For now, Gov. Chris Christie’s proposed 2018 budget says the $35.5 billion in state spending will be supplemented by $14.1 billion in federal funds – which would be an increase of around 1 percent in money from Washington.

Few expect that to be the case once details of federal cuts in spending on domestic programs are determined.

“That’s something that has to be on our radar screen,” said Assemblyman Declan O’Scanlon, R-Monmouth. “We don’t know what that’s going to look like yet, and we’re so far from the end of that road we can’t really prepare for it at this point. We know it’s coming, but we don’t know what it’s going to look like.”

“There seem to be any number of initiatives which are coming from President Trump. Certainly the one which looms the largest from the state’s consideration would be health care,” said Assemblyman Gary Schaer, D-Passaic, who said health-care changes would have a bigger effect on budgets beyond 2018.

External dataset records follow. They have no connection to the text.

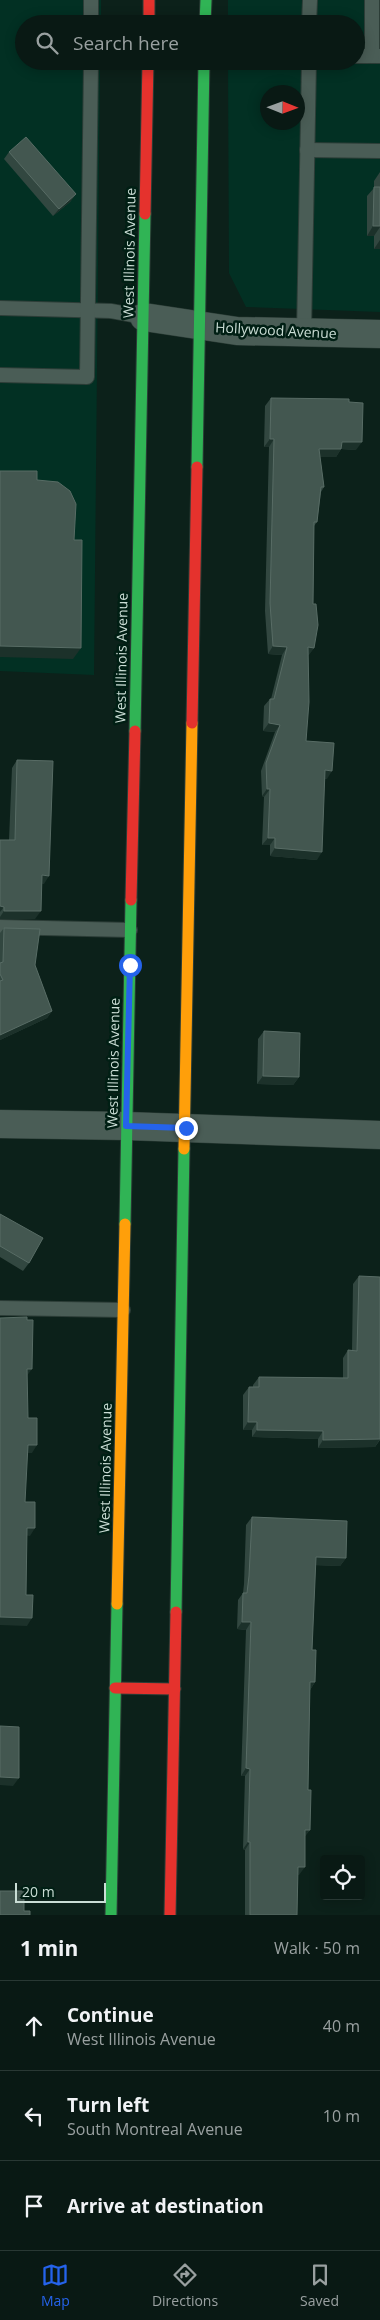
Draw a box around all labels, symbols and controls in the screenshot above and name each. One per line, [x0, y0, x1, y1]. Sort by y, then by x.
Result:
search box [15, 15, 365, 70]
icon: search [33, 29, 61, 57]
text: Search here [73, 30, 179, 56]
north arrow [260, 85, 305, 130]
street label: West Illinois Avenue [118, 188, 140, 318]
street label: Hollywood Avenue [215, 317, 337, 343]
street label: West Illinois Avenue [110, 593, 132, 723]
route start [119, 954, 142, 977]
street label: West Illinois Avenue [102, 998, 124, 1128]
route end [175, 1117, 198, 1140]
street label: West Illinois Avenue [94, 1403, 116, 1533]
map controls [320, 1855, 365, 1900]
button: locate [320, 1855, 365, 1900]
scale bar [15, 1880, 106, 1903]
text: 20 m [22, 1882, 55, 1901]
text: 1 min [20, 1934, 78, 1962]
text: Walk · 50 m [274, 1937, 360, 1959]
text: Continue [67, 2002, 154, 2028]
icon: ahead [20, 2012, 48, 2040]
text: 40 m [323, 2015, 360, 2037]
text: West Illinois Avenue [67, 2028, 216, 2050]
text: Turn left [67, 2092, 149, 2118]
icon: left [20, 2102, 48, 2130]
text: 10 m [323, 2105, 360, 2127]
text: South Montreal Avenue [67, 2118, 243, 2140]
icon: arrive [20, 2192, 48, 2220]
text: Arrive at destination [67, 2193, 264, 2219]
tab: Map [41, 2261, 70, 2310]
tab: Directions [152, 2261, 218, 2310]
tab: Saved [300, 2261, 339, 2310]

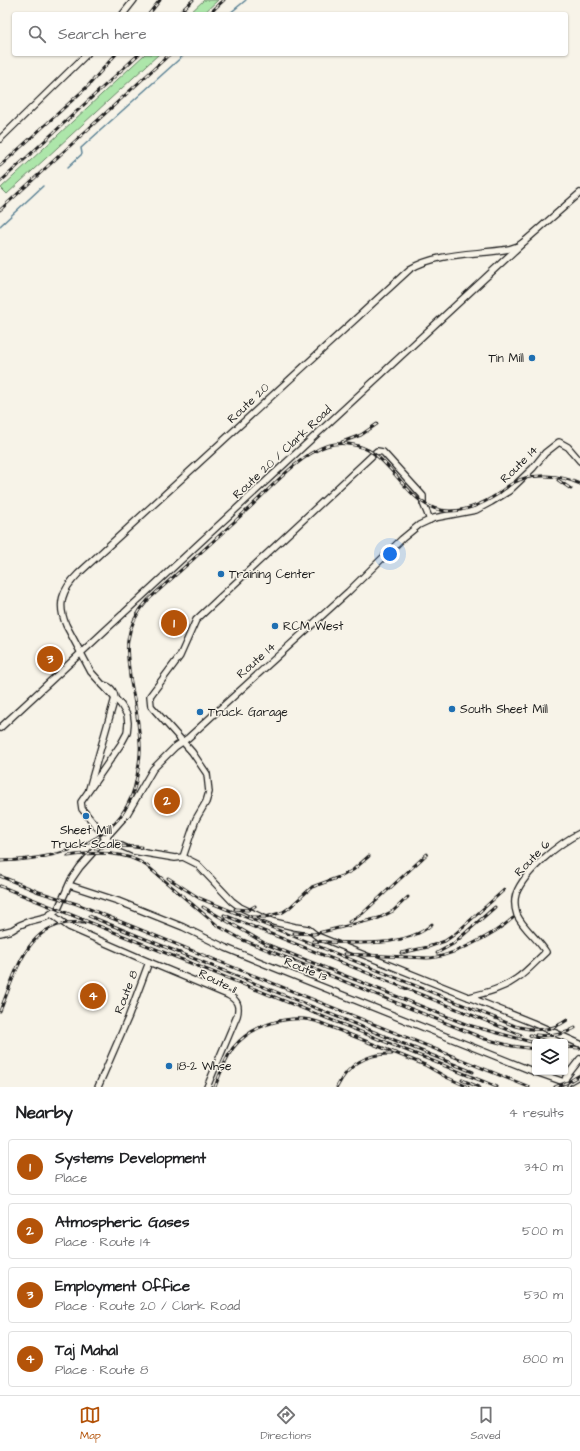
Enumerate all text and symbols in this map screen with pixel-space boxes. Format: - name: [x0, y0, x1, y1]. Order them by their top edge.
- search box: [12, 12, 568, 56]
- icon: search: [26, 23, 48, 45]
- text: Search here: [58, 24, 147, 45]
- place label: Tin Mill: [488, 350, 524, 367]
- marker: Tin Mill: [527, 353, 537, 363]
- street label: Route 20: [224, 379, 273, 427]
- street label: Route 20 / Clark Road: [229, 402, 336, 503]
- street label: Route 14: [497, 442, 542, 487]
- your location: [380, 544, 400, 564]
- place label: Training Center: [229, 566, 315, 584]
- marker: Training Center: [216, 569, 226, 579]
- pin: 1: [161, 608, 187, 638]
- place label: RCM West: [283, 618, 344, 635]
- marker: RCM West: [270, 621, 280, 631]
- street label: Route 14: [233, 638, 280, 682]
- pin: 3: [37, 644, 63, 674]
- place label: South Sheet Mill: [460, 701, 548, 718]
- place label: Truck Garage: [208, 704, 288, 722]
- marker: South Sheet Mill: [447, 704, 457, 714]
- marker: Truck Garage: [195, 707, 205, 717]
- pin: 2: [154, 786, 180, 816]
- marker: Sheet Mill Truck Scale: [81, 811, 91, 821]
- place label: Sheet Mill Truck Scale: [51, 822, 121, 853]
- street label: Route 6: [511, 836, 554, 880]
- street label: Route 13: [282, 953, 330, 986]
- street label: Route 11: [196, 965, 240, 998]
- street label: Route 8: [110, 968, 143, 1016]
- pin: 4: [80, 981, 106, 1011]
- map controls: [532, 1039, 568, 1075]
- button: layers: [532, 1039, 568, 1075]
- place label: 18-2 Whse: [177, 1058, 232, 1075]
- marker: 18-2 Whse: [164, 1061, 174, 1071]
- text: Nearby: [16, 1101, 73, 1125]
- text: 4 results: [509, 1104, 564, 1122]
- text: Systems Development: [55, 1148, 206, 1169]
- text: 1: [29, 1158, 31, 1176]
- text: 340 m: [524, 1158, 563, 1176]
- text: Place: [55, 1169, 87, 1187]
- text: Atmospheric Gases: [55, 1212, 189, 1233]
- text: 2: [26, 1222, 34, 1240]
- text: 500 m: [522, 1222, 563, 1240]
- text: Place · Route 14: [55, 1233, 151, 1251]
- text: Employment Office: [55, 1276, 190, 1297]
- text: 3: [27, 1286, 33, 1304]
- text: 530 m: [524, 1286, 563, 1304]
- text: Place · Route 20 / Clark Road: [55, 1297, 240, 1315]
- text: Taj Mahal: [55, 1340, 118, 1361]
- text: 4: [26, 1350, 34, 1368]
- text: 800 m: [523, 1350, 563, 1368]
- text: Place · Route 8: [55, 1361, 149, 1379]
- tab: Map: [79, 1404, 101, 1443]
- tab: Directions: [260, 1404, 312, 1443]
- tab: Saved: [471, 1404, 501, 1443]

Schaer said the prospect of cuts in federal funds combined with the state’s perpetually precarious position make significant changes to Christie’s spending plan “extraordinarily difficult,” but that didn’t stop a long line of advocates from making their cases for funds for nursing homes, schools, home health care workers and much more.

Schaer said there will be some room for some tweaks in the $35.5 billion spending plan.

“Some funds could be found here to cut, some funds could be found here to expand,” Schaer said.

O’Scanlon said there won’t be much room and that increases will require corresponding cuts.

“No matter how good the idea is, everything in our budget for the next, oh, five or six years will be crowded out by the growth in our pension and health benefit obligations,” O’Scanlon said.

“Even when we do those reforms we’re still going to be tight, but until we do those reforms, there’s no money for anything,” O’Scanlon said. “I don’t care how good the idea sounds. I don’t care how good the initiative sounds. Everybody’s got to get real here.”

New Jersey Policy Perspective senior policy analyst Sheila Reynertson told the Assembly Budget Committee the financial challenges were made worse by tax cuts adopted in tandem with last year’s hike of the gas tax.